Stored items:
= Beginning of Section =

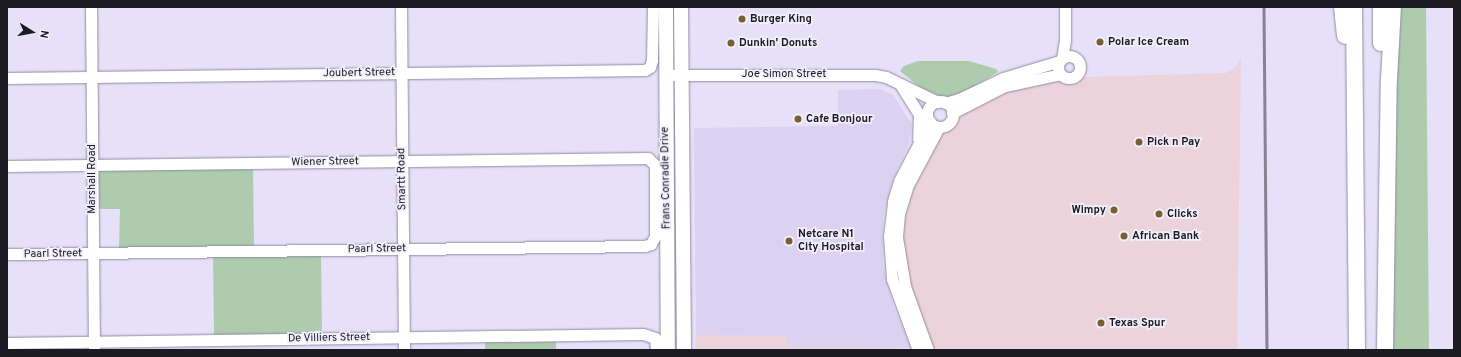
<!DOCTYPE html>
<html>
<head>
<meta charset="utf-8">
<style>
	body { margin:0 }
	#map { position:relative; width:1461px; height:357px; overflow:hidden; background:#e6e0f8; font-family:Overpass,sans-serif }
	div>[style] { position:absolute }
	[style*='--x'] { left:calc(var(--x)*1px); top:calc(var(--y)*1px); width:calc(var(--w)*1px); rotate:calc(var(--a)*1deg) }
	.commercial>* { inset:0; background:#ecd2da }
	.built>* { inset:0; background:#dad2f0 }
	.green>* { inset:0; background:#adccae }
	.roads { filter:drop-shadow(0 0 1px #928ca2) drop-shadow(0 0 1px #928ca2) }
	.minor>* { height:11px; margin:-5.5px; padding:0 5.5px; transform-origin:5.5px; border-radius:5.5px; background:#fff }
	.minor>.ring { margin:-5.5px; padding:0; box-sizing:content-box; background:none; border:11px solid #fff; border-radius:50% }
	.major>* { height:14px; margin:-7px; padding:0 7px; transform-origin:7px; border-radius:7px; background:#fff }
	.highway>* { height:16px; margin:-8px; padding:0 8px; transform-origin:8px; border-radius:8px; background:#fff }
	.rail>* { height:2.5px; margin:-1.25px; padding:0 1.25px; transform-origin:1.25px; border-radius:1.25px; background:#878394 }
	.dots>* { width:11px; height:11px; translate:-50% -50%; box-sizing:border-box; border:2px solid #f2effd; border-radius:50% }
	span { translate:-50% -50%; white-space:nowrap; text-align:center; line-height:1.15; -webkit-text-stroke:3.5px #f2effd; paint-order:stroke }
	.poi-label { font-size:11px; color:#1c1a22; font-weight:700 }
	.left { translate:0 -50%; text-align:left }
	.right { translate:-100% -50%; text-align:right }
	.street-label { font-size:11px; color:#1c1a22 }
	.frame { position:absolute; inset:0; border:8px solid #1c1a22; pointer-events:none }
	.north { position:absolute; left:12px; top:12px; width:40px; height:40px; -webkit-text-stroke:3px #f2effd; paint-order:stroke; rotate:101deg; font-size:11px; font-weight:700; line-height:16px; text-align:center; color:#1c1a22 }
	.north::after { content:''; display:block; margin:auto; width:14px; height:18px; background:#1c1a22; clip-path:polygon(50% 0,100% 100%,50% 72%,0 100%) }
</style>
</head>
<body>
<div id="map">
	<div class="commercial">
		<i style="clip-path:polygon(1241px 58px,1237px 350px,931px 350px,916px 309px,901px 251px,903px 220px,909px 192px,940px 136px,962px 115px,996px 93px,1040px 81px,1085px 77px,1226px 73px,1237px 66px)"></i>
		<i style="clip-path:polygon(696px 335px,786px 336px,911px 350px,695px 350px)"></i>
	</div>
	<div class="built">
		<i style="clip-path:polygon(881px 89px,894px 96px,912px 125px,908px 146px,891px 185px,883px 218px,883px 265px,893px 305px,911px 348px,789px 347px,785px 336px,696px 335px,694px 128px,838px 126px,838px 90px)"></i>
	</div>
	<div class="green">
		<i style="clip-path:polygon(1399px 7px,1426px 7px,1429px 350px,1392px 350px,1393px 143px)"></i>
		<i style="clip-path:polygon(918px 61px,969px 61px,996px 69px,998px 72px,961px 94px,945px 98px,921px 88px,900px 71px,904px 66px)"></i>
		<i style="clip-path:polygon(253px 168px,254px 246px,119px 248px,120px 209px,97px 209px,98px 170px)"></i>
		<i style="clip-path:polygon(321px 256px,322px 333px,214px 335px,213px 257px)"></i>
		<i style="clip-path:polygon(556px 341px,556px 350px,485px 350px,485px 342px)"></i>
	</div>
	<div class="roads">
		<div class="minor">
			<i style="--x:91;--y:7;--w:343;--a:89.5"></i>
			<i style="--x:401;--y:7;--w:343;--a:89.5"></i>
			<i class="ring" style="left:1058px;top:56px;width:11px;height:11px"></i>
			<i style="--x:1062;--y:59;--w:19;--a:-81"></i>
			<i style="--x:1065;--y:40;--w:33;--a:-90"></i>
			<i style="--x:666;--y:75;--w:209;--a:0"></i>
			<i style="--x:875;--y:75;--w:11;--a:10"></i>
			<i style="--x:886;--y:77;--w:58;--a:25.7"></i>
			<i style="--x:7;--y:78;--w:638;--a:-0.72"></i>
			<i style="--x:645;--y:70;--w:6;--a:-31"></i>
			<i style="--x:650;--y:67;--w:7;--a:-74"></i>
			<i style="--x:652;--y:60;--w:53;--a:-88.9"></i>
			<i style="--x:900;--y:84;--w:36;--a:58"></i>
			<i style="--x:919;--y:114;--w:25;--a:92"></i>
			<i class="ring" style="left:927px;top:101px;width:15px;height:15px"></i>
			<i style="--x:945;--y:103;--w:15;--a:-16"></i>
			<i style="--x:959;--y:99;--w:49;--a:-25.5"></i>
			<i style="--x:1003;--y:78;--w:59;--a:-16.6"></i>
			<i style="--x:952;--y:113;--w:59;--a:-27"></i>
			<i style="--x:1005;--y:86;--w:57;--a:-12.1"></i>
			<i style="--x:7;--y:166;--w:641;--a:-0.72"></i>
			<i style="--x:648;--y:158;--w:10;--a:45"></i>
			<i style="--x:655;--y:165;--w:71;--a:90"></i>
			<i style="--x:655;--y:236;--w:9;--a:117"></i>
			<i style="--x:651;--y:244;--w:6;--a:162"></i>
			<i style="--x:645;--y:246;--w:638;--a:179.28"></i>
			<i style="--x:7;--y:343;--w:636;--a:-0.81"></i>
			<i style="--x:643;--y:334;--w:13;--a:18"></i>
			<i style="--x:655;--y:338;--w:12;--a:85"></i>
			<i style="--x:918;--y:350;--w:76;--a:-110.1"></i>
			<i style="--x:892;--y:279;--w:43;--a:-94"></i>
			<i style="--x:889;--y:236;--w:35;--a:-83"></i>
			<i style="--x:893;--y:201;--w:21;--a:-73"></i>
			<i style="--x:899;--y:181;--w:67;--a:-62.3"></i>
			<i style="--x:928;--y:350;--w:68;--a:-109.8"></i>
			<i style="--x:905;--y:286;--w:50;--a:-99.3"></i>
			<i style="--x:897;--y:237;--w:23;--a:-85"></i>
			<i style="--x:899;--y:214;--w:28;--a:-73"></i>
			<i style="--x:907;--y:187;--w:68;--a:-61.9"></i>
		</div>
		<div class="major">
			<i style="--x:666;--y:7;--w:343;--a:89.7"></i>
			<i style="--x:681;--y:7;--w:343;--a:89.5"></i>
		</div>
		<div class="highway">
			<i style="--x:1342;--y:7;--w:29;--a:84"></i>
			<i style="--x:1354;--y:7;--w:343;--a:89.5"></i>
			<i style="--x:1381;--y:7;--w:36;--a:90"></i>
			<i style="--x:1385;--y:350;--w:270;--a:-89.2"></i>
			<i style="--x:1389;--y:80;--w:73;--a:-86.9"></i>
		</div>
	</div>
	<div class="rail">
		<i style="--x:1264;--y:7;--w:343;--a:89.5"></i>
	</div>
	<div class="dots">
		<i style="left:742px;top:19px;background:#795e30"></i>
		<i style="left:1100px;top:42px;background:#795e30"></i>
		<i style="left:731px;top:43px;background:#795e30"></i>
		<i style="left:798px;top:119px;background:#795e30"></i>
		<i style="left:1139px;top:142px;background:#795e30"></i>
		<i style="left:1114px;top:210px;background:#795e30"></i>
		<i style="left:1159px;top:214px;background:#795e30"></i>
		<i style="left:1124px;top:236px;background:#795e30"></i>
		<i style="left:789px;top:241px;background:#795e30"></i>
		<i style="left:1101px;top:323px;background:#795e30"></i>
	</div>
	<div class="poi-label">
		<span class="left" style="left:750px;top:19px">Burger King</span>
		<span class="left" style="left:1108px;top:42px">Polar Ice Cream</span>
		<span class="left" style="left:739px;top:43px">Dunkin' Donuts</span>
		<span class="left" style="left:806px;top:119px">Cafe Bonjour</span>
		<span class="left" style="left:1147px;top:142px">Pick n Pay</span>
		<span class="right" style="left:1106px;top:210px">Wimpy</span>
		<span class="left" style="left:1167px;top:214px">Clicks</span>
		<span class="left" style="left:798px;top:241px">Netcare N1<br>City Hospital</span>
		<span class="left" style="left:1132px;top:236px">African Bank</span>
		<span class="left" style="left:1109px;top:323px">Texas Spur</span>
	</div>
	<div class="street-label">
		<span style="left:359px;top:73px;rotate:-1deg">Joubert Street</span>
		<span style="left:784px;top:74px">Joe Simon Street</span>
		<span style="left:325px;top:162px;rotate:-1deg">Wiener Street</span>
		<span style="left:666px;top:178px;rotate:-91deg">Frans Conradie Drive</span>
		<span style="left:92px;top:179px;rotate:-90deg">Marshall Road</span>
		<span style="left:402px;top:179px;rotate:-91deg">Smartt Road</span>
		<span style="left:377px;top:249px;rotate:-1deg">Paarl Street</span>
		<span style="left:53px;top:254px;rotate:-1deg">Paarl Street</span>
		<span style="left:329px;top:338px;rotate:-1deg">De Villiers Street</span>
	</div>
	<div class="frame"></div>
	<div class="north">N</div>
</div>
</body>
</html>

= End of Section =

▸ **TASK ITEM**
Starting with the first line of the data, transcribe every line exactly through the one containing "translate:-100% -50%; text-align:right". No pictures go in.

▸ **TASK RESPONSE**
<!DOCTYPE html>
<html>
<head>
<meta charset="utf-8">
<style>
	body { margin:0 }
	#map { position:relative; width:1461px; height:357px; overflow:hidden; background:#e6e0f8; font-family:Overpass,sans-serif }
	div>[style] { position:absolute }
	[style*='--x'] { left:calc(var(--x)*1px); top:calc(var(--y)*1px); width:calc(var(--w)*1px); rotate:calc(var(--a)*1deg) }
	.commercial>* { inset:0; background:#ecd2da }
	.built>* { inset:0; background:#dad2f0 }
	.green>* { inset:0; background:#adccae }
	.roads { filter:drop-shadow(0 0 1px #928ca2) drop-shadow(0 0 1px #928ca2) }
	.minor>* { height:11px; margin:-5.5px; padding:0 5.5px; transform-origin:5.5px; border-radius:5.5px; background:#fff }
	.minor>.ring { margin:-5.5px; padding:0; box-sizing:content-box; background:none; border:11px solid #fff; border-radius:50% }
	.major>* { height:14px; margin:-7px; padding:0 7px; transform-origin:7px; border-radius:7px; background:#fff }
	.highway>* { height:16px; margin:-8px; padding:0 8px; transform-origin:8px; border-radius:8px; background:#fff }
	.rail>* { height:2.5px; margin:-1.25px; padding:0 1.25px; transform-origin:1.25px; border-radius:1.25px; background:#878394 }
	.dots>* { width:11px; height:11px; translate:-50% -50%; box-sizing:border-box; border:2px solid #f2effd; border-radius:50% }
	span { translate:-50% -50%; white-space:nowrap; text-align:center; line-height:1.15; -webkit-text-stroke:3.5px #f2effd; paint-order:stroke }
	.poi-label { font-size:11px; color:#1c1a22; font-weight:700 }
	.left { translate:0 -50%; text-align:left }
	.right { translate:-100% -50%; text-align:right }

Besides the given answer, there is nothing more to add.